= Beginning of Section =
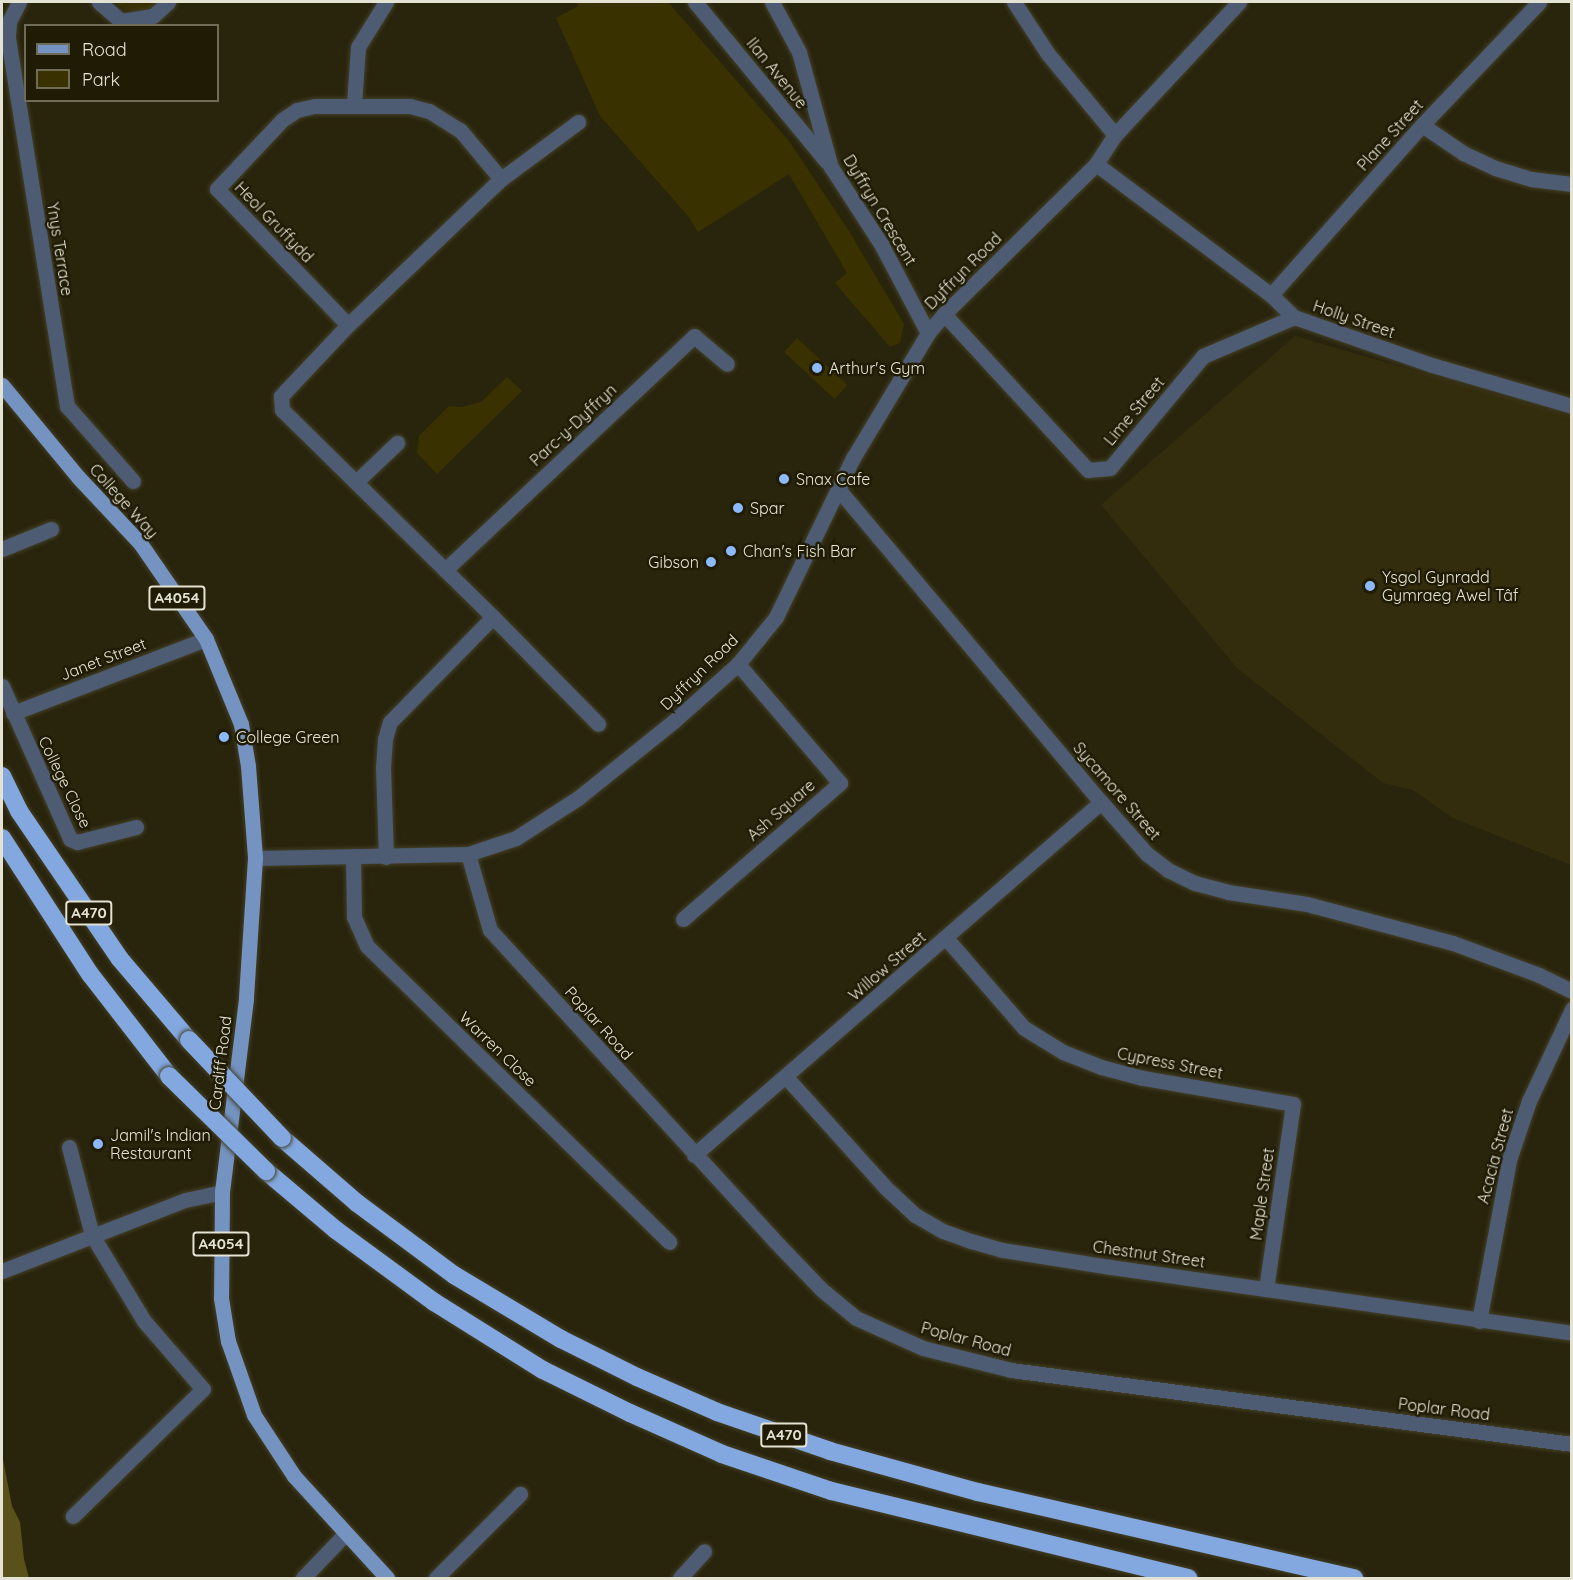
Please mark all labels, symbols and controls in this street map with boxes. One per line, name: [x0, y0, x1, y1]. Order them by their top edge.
legend: [24, 24, 219, 102]
street label: Ilan Avenue: [743, 34, 811, 112]
text: Road: [82, 38, 127, 61]
text: Park: [82, 68, 120, 91]
street label: Plane Street: [1353, 95, 1427, 175]
street label: Dyffryn Crescent: [839, 151, 921, 269]
street label: Heol Gruffydd: [231, 178, 317, 266]
street label: Ynys Terrace: [43, 201, 77, 297]
street label: Dyffryn Road: [921, 229, 1005, 313]
street label: Holly Street: [1310, 296, 1398, 342]
place label: Arthur's Gym: [829, 358, 925, 378]
marker: Arthur's Gym: [810, 361, 824, 375]
street label: Lime Street: [1100, 373, 1168, 449]
street label: Parc-y-Dyffryn: [526, 380, 620, 470]
street label: College Way: [86, 460, 162, 542]
place label: Snax Cafe: [796, 469, 870, 489]
marker: Snax Cafe: [777, 472, 791, 486]
place label: Spar: [750, 498, 785, 518]
marker: Spar: [731, 501, 745, 515]
place label: Chan's Fish Bar: [743, 541, 856, 561]
marker: Chan's Fish Bar: [724, 544, 738, 558]
place label: Gibson: [648, 552, 699, 572]
marker: Gibson: [704, 555, 718, 569]
place label: Ysgol Gynradd Gymraeg Awel Tâf: [1382, 567, 1519, 605]
marker: Ysgol Gynradd Gymraeg Awel Tâf: [1363, 579, 1377, 593]
road number: A4054: [147, 586, 207, 610]
street label: Dyffryn Road: [656, 630, 742, 714]
street label: Janet Street: [57, 634, 149, 684]
place label: College Green: [236, 727, 340, 747]
marker: College Green: [217, 730, 231, 744]
street label: College Close: [35, 733, 95, 831]
street label: Sycamore Street: [1069, 738, 1165, 844]
street label: Ash Square: [743, 775, 819, 845]
road number: A470: [65, 901, 113, 925]
street label: Willow Street: [845, 927, 929, 1005]
street label: Poplar Road: [561, 982, 637, 1064]
street label: Warren Close: [455, 1007, 541, 1091]
street label: Cardiff Road: [205, 1015, 235, 1111]
street label: Cypress Street: [1116, 1043, 1224, 1083]
street label: Acacia Street: [1473, 1106, 1517, 1206]
place label: Jamil's Indian Restaurant: [110, 1125, 211, 1163]
marker: Jamil's Indian Restaurant: [91, 1137, 105, 1151]
street label: Maple Street: [1246, 1146, 1278, 1242]
road number: A4054: [191, 1232, 251, 1256]
street label: Chestnut Street: [1092, 1237, 1206, 1271]
street label: Poplar Road: [919, 1318, 1013, 1360]
street label: Poplar Road: [1397, 1394, 1491, 1424]
road number: A470: [760, 1423, 808, 1447]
= End of Section =
YOUR OBJECTIVE. Copy the listing exactly but drop its images.

EXPECTED ANSWER.
Please mark all labels, symbols and controls in this street map with boxes. One per line, name: [x0, y0, x1, y1]. Order them by their top edge.
legend: [24, 24, 219, 102]
street label: Ilan Avenue: [743, 34, 811, 112]
text: Road: [82, 38, 127, 61]
text: Park: [82, 68, 120, 91]
street label: Plane Street: [1353, 95, 1427, 175]
street label: Dyffryn Crescent: [839, 151, 921, 269]
street label: Heol Gruffydd: [231, 178, 317, 266]
street label: Ynys Terrace: [43, 201, 77, 297]
street label: Dyffryn Road: [921, 229, 1005, 313]
street label: Holly Street: [1310, 296, 1398, 342]
place label: Arthur's Gym: [829, 358, 925, 378]
marker: Arthur's Gym: [810, 361, 824, 375]
street label: Lime Street: [1100, 373, 1168, 449]
street label: Parc-y-Dyffryn: [526, 380, 620, 470]
street label: College Way: [86, 460, 162, 542]
place label: Snax Cafe: [796, 469, 870, 489]
marker: Snax Cafe: [777, 472, 791, 486]
place label: Spar: [750, 498, 785, 518]
marker: Spar: [731, 501, 745, 515]
place label: Chan's Fish Bar: [743, 541, 856, 561]
marker: Chan's Fish Bar: [724, 544, 738, 558]
place label: Gibson: [648, 552, 699, 572]
marker: Gibson: [704, 555, 718, 569]
place label: Ysgol Gynradd Gymraeg Awel Tâf: [1382, 567, 1519, 605]
marker: Ysgol Gynradd Gymraeg Awel Tâf: [1363, 579, 1377, 593]
road number: A4054: [147, 586, 207, 610]
street label: Dyffryn Road: [656, 630, 742, 714]
street label: Janet Street: [57, 634, 149, 684]
place label: College Green: [236, 727, 340, 747]
marker: College Green: [217, 730, 231, 744]
street label: College Close: [35, 733, 95, 831]
street label: Sycamore Street: [1069, 738, 1165, 844]
street label: Ash Square: [743, 775, 819, 845]
road number: A470: [65, 901, 113, 925]
street label: Willow Street: [845, 927, 929, 1005]
street label: Poplar Road: [561, 982, 637, 1064]
street label: Warren Close: [455, 1007, 541, 1091]
street label: Cardiff Road: [205, 1015, 235, 1111]
street label: Cypress Street: [1116, 1043, 1224, 1083]
street label: Acacia Street: [1473, 1106, 1517, 1206]
place label: Jamil's Indian Restaurant: [110, 1125, 211, 1163]
marker: Jamil's Indian Restaurant: [91, 1137, 105, 1151]
street label: Maple Street: [1246, 1146, 1278, 1242]
road number: A4054: [191, 1232, 251, 1256]
street label: Chestnut Street: [1092, 1237, 1206, 1271]
street label: Poplar Road: [919, 1318, 1013, 1360]
street label: Poplar Road: [1397, 1394, 1491, 1424]
road number: A470: [760, 1423, 808, 1447]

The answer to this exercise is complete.